Big FinTech players in the game:


Fintech in Retail Banking


Revolut- Bank with a Mobile App & Debit Card:

Revolut is one of the famous fintech companies in the UK and has been providing excellent services. You can send your money across the border without any hidden fee, by using the services offered by Revolut. Revolute works with more than 130 currencies and helps you exchange currency at the real exchange rate without any hidden fee, unlike bad money exchange platforms that offer the worst exchange rate. Revolute provides a number of services such as:


·     Revolut facilitates the purchase, sell, exchange, and hold of cryptocyrrencies.

·     You can exchange Bitcoin, Ethereum, or Litecoin with more than 25 different fiat currencies at the best rates.

·     Revolut can help you save money. This could be done by using the recurring payment to your savings.

·     Revolute also gives the option to track your spending via payment notifications. The company also provides you simple analytics to help you stick to a budget.

·     Revolut provides the options to set up direct debits and recurring payments.


Recept Bank – Fintech UK riser

·     Receipt Bank is another leading fintech company in the UK and helps you save time by uploading invoices precisely into your account. They make use of OCR technology.

·     Automatically analyze invoices and calculate the precise amount of VAT to claim. It saves VAT.

·     Reminds you to upload invoices and receipts right away and not at the end of the month. It saves you tax. 

·     It comes with applications for your laptop or PC, mobile (Android and IOS), and also now with an app for Apple Watch.

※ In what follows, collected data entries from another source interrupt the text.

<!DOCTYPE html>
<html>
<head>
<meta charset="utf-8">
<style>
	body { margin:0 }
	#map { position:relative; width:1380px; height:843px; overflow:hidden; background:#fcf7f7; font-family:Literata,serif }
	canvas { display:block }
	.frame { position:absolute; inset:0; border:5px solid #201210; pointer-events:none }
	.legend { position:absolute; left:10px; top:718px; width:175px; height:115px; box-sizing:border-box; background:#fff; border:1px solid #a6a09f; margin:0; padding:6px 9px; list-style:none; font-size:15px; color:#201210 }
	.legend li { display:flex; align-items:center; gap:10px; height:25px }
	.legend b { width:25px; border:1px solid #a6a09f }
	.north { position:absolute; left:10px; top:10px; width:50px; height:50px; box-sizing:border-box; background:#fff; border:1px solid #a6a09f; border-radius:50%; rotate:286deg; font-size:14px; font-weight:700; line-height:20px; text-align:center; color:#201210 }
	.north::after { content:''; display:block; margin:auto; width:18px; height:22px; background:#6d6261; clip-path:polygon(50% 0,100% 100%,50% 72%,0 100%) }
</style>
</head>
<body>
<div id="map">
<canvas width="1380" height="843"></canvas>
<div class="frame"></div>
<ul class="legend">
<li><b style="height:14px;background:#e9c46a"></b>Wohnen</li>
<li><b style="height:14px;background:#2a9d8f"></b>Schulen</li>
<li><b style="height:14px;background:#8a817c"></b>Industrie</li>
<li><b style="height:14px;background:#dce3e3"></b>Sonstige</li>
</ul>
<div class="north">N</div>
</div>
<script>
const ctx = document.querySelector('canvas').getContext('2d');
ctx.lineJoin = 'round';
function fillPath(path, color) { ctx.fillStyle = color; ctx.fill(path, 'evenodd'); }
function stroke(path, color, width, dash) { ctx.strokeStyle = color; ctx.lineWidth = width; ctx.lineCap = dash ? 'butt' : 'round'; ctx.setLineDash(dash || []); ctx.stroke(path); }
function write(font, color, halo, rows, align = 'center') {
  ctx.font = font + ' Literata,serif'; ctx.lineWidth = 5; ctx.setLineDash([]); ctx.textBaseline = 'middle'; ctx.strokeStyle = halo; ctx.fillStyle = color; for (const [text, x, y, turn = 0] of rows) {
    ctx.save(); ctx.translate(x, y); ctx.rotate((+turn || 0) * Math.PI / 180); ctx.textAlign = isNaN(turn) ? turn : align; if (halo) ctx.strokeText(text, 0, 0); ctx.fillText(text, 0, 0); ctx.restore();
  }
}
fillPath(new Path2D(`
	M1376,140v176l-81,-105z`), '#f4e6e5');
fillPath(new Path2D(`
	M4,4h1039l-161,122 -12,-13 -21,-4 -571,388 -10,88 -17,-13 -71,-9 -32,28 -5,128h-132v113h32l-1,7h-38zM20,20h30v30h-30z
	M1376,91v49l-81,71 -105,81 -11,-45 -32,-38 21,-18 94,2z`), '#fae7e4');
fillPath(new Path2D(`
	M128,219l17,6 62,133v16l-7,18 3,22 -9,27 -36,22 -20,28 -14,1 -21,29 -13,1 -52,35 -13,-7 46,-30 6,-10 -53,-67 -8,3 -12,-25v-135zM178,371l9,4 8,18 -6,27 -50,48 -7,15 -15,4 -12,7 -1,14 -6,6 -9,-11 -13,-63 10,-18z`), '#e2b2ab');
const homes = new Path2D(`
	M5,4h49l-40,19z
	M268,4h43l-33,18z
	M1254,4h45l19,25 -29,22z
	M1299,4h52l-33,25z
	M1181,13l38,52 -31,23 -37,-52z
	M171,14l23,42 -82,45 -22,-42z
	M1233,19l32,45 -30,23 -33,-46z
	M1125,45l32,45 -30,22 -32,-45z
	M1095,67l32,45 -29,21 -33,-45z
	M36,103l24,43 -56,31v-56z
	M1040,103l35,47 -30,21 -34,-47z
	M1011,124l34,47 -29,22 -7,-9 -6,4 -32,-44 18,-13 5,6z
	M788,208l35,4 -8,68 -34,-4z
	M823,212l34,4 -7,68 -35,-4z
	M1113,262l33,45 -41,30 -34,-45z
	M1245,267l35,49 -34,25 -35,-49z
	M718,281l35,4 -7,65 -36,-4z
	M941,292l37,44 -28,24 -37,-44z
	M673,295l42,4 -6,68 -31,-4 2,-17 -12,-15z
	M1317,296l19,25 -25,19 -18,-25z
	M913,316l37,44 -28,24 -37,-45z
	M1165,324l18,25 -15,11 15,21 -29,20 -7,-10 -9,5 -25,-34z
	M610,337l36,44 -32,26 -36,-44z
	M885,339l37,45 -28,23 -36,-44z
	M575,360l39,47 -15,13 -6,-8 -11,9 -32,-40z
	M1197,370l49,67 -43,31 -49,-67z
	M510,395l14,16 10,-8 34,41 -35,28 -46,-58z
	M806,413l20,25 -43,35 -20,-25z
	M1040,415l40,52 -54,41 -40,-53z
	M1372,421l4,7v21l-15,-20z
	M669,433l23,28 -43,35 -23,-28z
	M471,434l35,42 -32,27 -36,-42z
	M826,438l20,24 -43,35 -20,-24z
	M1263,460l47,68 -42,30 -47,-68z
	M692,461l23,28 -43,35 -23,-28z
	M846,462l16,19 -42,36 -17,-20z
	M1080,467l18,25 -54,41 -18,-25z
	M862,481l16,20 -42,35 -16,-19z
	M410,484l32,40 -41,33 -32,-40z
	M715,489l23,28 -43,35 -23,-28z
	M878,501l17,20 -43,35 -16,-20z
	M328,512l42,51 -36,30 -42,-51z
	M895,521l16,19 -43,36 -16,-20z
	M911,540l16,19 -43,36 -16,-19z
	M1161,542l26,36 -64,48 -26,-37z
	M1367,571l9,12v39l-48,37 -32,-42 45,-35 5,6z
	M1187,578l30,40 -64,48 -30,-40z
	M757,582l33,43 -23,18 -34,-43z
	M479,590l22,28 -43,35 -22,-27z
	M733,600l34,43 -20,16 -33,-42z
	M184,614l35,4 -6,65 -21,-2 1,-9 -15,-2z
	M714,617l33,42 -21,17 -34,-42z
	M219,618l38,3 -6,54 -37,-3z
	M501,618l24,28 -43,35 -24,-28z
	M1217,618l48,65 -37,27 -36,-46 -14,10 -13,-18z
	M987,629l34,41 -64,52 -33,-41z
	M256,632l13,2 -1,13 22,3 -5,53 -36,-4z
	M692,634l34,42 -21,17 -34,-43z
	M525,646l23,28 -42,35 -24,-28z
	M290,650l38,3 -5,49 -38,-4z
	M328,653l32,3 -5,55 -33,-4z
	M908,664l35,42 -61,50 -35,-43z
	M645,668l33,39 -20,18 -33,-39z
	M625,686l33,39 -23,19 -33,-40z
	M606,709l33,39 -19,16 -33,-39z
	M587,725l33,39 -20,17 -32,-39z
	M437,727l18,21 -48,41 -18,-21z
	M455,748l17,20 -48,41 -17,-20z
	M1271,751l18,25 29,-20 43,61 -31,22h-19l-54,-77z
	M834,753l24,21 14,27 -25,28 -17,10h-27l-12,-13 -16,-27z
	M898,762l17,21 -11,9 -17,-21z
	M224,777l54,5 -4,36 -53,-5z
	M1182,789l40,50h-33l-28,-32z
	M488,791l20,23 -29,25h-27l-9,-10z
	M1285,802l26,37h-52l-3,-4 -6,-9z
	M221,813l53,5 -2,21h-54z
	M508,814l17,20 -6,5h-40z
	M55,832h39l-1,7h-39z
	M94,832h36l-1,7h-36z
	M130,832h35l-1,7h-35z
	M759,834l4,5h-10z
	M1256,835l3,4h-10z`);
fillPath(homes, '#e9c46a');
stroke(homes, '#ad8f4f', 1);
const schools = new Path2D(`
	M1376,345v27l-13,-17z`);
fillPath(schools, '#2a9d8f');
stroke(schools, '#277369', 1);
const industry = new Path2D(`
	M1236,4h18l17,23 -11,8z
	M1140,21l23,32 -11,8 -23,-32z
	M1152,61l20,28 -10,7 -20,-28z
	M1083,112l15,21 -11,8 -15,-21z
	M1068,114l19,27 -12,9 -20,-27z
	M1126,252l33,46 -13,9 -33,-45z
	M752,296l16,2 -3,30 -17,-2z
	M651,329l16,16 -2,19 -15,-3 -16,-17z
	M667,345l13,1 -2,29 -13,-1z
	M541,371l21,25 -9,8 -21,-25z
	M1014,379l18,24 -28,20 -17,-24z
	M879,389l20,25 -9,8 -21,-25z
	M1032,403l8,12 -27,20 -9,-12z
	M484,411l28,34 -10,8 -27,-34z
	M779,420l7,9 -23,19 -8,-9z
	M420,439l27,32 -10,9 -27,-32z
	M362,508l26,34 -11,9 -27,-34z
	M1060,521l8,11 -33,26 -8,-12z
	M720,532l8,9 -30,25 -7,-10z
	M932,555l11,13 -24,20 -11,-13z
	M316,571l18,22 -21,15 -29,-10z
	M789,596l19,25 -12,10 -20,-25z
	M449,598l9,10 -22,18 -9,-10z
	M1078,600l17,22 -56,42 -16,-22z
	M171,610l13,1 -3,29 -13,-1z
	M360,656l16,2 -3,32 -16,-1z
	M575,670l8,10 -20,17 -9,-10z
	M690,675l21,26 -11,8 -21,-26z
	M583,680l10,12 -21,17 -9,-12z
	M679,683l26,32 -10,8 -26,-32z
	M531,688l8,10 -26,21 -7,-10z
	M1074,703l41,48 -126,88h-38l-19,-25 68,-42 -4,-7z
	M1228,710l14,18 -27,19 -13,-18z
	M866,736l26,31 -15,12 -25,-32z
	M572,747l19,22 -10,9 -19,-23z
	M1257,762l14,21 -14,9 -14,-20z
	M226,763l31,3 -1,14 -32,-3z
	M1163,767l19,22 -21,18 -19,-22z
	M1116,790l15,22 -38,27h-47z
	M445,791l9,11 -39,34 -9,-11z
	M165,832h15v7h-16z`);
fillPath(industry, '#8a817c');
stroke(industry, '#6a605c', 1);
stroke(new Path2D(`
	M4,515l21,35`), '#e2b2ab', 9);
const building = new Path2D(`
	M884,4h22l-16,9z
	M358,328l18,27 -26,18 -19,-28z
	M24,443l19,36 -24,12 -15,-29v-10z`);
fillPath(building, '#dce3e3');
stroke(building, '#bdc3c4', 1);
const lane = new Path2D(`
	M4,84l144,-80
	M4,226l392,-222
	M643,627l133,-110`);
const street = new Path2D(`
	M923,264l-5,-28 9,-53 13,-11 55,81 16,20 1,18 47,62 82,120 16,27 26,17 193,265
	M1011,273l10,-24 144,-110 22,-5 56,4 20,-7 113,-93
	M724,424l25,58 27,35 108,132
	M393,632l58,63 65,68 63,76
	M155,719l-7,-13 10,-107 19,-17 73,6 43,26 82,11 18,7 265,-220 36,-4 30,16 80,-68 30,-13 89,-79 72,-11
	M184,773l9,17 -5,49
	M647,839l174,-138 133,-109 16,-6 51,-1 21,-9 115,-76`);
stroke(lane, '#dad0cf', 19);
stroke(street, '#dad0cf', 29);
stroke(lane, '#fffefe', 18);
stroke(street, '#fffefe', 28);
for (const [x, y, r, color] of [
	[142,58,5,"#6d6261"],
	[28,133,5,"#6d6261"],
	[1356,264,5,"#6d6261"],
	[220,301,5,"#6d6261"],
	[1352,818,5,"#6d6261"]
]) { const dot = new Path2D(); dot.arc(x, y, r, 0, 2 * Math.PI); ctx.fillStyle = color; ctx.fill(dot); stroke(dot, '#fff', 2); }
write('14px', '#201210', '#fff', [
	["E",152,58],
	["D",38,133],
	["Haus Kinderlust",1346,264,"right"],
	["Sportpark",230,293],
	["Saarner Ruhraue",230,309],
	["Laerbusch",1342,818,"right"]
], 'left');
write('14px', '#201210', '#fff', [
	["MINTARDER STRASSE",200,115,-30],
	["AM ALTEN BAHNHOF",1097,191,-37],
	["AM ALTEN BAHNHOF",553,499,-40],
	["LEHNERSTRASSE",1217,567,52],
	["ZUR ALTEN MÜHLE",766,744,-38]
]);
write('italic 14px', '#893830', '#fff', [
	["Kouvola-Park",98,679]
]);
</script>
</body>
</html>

·     Smooth integration with Xero, which has reduced the claiming expenses a lot.

·     It uses Dropbox and uploads your invoices and receipts directly into your account. This helps Receipts bank download the data for analysis with ease. 



Cleo – Fintech UK new kid on the block

·     Celo was launched in 2016 and has grown exponentially. With a user base of more than 90,000, Celo helps its users to have a more positive and more transparent relationship with their budgeting.

·     Celo analyzes the transaction of your bank account by using artificial intelligence. According to experts, it helps financial management better.

·     It comes with a mobile phone application that is easy to use.

·     Celo provides bank-level security with an £85,000 pledge.

·     Celo is best for those who are not mostly engaged with their money.


What is the future of the fintech retail banking industry?

Fintech firms and startups have been growing at fast rate. A number of companies have been valued at more than a billion dollars. As a result, the rate of disruption and innovation in the financial industry has accelerated immensely. OFX is one fintech company changing the concept of moving money. 

It is a war to win customer satisfaction. Imagine how small fintech startups are competing big banks and claiming a big portion of the market. From using mobile technology to AI and ML software, the purpose is to give rise to seamless and smooth customer experience. 

This does not really mean that banks will die. However, the pace at which the fintech companies are coming up with innovative ways to solve pain-points in the market definitely shows the insane progress and a promising future. Fintech companies like PayPal and AliPay have been dominating over the cross border money transactions with billions of users.

Glen Frost- Founder FinTech Summit & FinTech Awards-is optimist about the future of fintech. According to him, fintech offers a better user experience, focus on solving problems, lower prices, and smooth use. These companies are nimble and resonate with problems instantly as compared to banks. As a result, the value of global investment in fintech startups and companies grew by to $128bn by the end of last year and is expected to reach over $300bn by 2022. The financial service sector reported that the shift in retail banking from retail banks to fintech companies was the most significant disruption by the fintech companies. This is because consumers constantly look for cheap and quick ways to manage funds transfers on the go.